§ Exercise requirements
Return only those lines of the material that contain "body".

§ Given entries
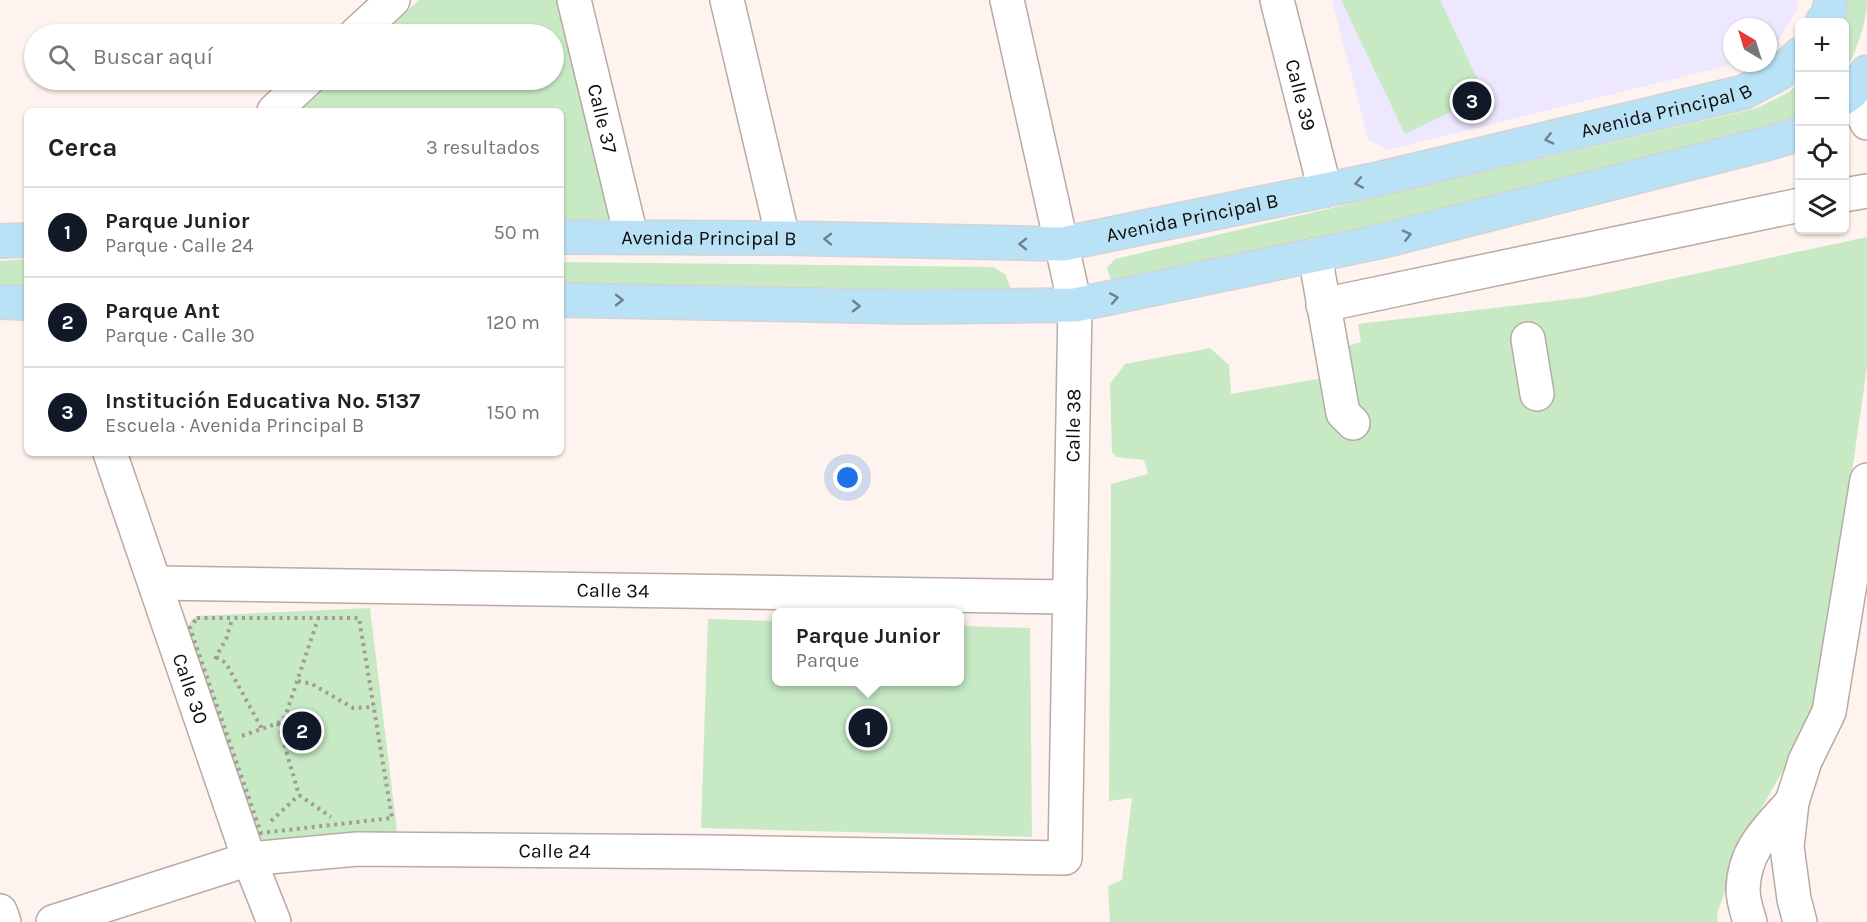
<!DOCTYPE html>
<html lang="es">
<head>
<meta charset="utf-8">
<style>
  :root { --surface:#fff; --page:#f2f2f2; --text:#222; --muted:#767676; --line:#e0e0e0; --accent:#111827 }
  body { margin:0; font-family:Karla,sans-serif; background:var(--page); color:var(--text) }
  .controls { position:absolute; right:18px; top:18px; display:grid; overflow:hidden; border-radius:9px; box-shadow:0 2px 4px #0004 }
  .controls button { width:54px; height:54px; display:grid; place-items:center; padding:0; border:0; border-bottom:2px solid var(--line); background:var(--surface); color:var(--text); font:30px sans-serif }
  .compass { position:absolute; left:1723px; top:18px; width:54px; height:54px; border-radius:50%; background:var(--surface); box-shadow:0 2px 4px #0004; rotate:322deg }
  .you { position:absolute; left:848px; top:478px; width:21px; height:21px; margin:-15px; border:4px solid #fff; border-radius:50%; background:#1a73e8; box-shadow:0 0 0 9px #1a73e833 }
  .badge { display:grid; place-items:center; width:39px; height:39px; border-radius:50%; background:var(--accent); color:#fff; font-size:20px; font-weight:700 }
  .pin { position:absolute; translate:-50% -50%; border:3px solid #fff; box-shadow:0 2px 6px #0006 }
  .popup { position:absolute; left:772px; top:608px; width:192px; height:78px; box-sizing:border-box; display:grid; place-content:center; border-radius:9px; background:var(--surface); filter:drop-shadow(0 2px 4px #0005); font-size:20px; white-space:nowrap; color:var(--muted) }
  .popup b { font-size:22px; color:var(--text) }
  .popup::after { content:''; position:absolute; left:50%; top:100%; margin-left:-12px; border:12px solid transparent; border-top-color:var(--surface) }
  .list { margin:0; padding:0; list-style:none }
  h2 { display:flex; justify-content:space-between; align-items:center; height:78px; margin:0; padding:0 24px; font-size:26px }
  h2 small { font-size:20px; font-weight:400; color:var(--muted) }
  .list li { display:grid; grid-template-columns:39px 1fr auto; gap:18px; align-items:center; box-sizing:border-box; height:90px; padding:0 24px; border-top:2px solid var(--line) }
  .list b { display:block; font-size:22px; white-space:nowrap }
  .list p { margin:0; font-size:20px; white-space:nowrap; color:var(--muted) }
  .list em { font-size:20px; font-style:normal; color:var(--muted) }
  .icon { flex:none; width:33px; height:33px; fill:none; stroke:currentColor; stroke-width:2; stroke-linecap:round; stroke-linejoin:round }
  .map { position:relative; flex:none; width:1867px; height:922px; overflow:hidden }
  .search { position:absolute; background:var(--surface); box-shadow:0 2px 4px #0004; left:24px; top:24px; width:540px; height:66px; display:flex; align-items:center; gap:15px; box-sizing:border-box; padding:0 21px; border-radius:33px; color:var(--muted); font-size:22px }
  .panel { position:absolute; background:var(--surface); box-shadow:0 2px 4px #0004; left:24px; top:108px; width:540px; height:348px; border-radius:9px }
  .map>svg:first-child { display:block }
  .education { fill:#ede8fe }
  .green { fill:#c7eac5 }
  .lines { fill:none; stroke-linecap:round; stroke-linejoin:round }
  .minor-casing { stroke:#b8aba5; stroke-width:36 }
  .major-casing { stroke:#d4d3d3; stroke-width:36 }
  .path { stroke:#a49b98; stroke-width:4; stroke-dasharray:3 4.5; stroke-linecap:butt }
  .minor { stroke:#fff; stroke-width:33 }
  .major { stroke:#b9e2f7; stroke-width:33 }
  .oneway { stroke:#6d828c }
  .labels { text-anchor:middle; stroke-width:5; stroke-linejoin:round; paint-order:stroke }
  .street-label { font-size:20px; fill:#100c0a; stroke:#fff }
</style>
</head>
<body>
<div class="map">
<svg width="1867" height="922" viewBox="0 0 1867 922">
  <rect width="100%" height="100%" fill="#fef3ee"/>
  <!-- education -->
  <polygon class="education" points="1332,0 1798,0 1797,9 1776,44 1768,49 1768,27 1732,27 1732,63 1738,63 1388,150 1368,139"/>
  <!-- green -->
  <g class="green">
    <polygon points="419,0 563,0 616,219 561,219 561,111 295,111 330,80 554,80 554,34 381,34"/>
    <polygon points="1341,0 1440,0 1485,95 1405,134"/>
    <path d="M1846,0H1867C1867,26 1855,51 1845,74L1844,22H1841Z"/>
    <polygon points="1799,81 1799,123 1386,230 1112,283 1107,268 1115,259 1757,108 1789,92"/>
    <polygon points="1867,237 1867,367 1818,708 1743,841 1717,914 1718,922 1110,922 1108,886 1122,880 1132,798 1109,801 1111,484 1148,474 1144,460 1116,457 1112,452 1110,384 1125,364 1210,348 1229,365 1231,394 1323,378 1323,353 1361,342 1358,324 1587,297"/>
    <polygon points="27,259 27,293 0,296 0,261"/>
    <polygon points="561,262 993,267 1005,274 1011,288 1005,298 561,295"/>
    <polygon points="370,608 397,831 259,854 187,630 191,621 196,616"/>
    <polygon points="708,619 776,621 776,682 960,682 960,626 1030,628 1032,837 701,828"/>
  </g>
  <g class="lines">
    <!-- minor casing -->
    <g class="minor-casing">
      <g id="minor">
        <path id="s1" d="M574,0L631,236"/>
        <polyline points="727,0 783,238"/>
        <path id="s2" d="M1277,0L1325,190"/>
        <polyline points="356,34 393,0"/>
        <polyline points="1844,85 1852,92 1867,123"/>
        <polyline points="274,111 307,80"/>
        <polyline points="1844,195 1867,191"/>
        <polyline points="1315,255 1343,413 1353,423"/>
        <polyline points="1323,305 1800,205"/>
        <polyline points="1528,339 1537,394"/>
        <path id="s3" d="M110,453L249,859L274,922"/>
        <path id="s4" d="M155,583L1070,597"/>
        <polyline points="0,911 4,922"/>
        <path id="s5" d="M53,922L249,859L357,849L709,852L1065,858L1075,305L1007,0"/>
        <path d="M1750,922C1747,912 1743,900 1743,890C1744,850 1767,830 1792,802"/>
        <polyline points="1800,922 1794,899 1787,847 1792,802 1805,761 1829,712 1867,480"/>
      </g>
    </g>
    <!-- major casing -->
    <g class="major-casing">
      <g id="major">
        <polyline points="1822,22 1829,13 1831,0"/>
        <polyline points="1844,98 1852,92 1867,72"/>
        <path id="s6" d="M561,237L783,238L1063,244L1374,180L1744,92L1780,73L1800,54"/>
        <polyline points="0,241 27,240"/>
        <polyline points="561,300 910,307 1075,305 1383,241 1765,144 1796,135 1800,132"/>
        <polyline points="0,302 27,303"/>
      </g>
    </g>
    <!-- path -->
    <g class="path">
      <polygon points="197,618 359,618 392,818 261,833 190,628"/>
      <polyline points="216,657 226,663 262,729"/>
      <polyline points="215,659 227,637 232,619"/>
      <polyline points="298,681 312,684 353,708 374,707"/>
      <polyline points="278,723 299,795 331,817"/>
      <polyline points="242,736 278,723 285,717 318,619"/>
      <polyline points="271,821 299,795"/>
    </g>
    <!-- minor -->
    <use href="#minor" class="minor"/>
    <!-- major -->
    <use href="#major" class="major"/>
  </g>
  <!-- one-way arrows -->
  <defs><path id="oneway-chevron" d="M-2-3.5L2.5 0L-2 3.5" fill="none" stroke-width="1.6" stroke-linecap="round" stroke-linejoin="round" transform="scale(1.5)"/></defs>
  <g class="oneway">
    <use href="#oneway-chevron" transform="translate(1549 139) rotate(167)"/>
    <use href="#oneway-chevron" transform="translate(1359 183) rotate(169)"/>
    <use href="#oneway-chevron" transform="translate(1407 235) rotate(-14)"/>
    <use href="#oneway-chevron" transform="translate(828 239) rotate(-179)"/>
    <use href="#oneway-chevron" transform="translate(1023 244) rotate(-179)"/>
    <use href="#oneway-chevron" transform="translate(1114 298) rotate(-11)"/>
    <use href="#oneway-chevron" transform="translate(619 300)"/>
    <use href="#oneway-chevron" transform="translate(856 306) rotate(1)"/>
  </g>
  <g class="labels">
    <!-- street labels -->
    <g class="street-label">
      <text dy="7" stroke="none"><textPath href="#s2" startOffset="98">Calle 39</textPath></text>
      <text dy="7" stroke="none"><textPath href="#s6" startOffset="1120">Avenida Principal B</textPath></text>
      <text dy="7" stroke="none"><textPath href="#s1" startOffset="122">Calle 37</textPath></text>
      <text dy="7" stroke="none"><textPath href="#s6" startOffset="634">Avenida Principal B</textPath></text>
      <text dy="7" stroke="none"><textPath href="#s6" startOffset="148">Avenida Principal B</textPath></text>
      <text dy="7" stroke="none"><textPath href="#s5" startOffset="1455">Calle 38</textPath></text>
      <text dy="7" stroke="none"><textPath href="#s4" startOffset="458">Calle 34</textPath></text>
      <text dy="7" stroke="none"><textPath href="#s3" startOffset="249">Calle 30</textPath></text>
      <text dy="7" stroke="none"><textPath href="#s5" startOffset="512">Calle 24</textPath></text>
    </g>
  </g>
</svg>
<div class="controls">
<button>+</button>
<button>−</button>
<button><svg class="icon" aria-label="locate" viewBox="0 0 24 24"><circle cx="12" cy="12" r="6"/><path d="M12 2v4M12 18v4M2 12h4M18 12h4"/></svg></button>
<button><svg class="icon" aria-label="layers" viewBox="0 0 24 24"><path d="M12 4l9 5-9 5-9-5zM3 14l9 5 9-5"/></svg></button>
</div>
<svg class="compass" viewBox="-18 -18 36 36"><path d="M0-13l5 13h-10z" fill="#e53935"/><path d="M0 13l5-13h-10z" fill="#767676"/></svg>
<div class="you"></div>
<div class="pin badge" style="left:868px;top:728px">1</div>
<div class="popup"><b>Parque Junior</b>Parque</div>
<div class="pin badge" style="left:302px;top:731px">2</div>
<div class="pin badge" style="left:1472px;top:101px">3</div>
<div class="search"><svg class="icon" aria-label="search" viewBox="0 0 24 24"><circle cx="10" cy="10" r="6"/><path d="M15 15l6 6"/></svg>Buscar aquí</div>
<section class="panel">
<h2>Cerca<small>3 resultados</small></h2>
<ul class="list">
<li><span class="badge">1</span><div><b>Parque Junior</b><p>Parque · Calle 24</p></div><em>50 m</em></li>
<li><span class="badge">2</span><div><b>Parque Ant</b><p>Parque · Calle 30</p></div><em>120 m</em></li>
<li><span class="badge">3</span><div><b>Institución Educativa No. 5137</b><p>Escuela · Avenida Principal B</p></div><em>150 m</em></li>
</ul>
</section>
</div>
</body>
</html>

§ Answer to the problem
  body { margin:0; font-family:Karla,sans-serif; background:var(--page); color:var(--text) }
<body>
</body>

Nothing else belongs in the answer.